-- Records follows --
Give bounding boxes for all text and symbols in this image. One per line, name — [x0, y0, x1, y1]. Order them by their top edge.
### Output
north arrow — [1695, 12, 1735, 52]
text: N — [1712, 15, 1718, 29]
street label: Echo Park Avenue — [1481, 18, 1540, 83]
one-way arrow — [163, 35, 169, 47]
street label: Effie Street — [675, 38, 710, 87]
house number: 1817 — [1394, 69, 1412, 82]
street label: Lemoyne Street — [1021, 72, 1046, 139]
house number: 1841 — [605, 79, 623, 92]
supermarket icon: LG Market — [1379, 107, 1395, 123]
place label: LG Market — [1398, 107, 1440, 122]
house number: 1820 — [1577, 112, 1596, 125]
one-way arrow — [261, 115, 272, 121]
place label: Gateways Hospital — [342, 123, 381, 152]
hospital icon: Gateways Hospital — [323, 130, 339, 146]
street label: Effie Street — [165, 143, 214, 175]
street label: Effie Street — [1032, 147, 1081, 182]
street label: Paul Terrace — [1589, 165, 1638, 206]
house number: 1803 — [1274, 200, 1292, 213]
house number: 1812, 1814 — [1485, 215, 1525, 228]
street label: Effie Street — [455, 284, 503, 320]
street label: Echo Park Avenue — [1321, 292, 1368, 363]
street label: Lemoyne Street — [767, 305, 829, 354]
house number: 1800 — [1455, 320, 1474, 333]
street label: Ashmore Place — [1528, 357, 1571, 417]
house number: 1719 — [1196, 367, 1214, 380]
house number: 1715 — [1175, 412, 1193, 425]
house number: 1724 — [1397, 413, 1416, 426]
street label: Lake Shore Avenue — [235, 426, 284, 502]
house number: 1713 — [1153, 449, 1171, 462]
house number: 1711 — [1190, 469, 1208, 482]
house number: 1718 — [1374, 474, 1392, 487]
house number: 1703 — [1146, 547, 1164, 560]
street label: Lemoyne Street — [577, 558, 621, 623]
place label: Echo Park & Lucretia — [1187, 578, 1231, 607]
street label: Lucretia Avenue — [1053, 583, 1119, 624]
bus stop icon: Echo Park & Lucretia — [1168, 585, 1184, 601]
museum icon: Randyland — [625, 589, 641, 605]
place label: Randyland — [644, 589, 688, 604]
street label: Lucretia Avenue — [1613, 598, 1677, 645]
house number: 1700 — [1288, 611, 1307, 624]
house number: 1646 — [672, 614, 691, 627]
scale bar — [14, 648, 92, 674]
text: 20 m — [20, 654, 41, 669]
-- Records concluded --
#### What to produce
Print every record above exactly as it was given.

#### Worked solution
Give bounding boxes for all text and symbols in this image. One per line, name — [x0, y0, x1, y1]. Order them by their top edge.
### Output
north arrow — [1695, 12, 1735, 52]
text: N — [1712, 15, 1718, 29]
street label: Echo Park Avenue — [1481, 18, 1540, 83]
one-way arrow — [163, 35, 169, 47]
street label: Effie Street — [675, 38, 710, 87]
house number: 1817 — [1394, 69, 1412, 82]
street label: Lemoyne Street — [1021, 72, 1046, 139]
house number: 1841 — [605, 79, 623, 92]
supermarket icon: LG Market — [1379, 107, 1395, 123]
place label: LG Market — [1398, 107, 1440, 122]
house number: 1820 — [1577, 112, 1596, 125]
one-way arrow — [261, 115, 272, 121]
place label: Gateways Hospital — [342, 123, 381, 152]
hospital icon: Gateways Hospital — [323, 130, 339, 146]
street label: Effie Street — [165, 143, 214, 175]
street label: Effie Street — [1032, 147, 1081, 182]
street label: Paul Terrace — [1589, 165, 1638, 206]
house number: 1803 — [1274, 200, 1292, 213]
house number: 1812, 1814 — [1485, 215, 1525, 228]
street label: Effie Street — [455, 284, 503, 320]
street label: Echo Park Avenue — [1321, 292, 1368, 363]
street label: Lemoyne Street — [767, 305, 829, 354]
house number: 1800 — [1455, 320, 1474, 333]
street label: Ashmore Place — [1528, 357, 1571, 417]
house number: 1719 — [1196, 367, 1214, 380]
house number: 1715 — [1175, 412, 1193, 425]
house number: 1724 — [1397, 413, 1416, 426]
street label: Lake Shore Avenue — [235, 426, 284, 502]
house number: 1713 — [1153, 449, 1171, 462]
house number: 1711 — [1190, 469, 1208, 482]
house number: 1718 — [1374, 474, 1392, 487]
house number: 1703 — [1146, 547, 1164, 560]
street label: Lemoyne Street — [577, 558, 621, 623]
place label: Echo Park & Lucretia — [1187, 578, 1231, 607]
street label: Lucretia Avenue — [1053, 583, 1119, 624]
bus stop icon: Echo Park & Lucretia — [1168, 585, 1184, 601]
museum icon: Randyland — [625, 589, 641, 605]
place label: Randyland — [644, 589, 688, 604]
street label: Lucretia Avenue — [1613, 598, 1677, 645]
house number: 1700 — [1288, 611, 1307, 624]
house number: 1646 — [672, 614, 691, 627]
scale bar — [14, 648, 92, 674]
text: 20 m — [20, 654, 41, 669]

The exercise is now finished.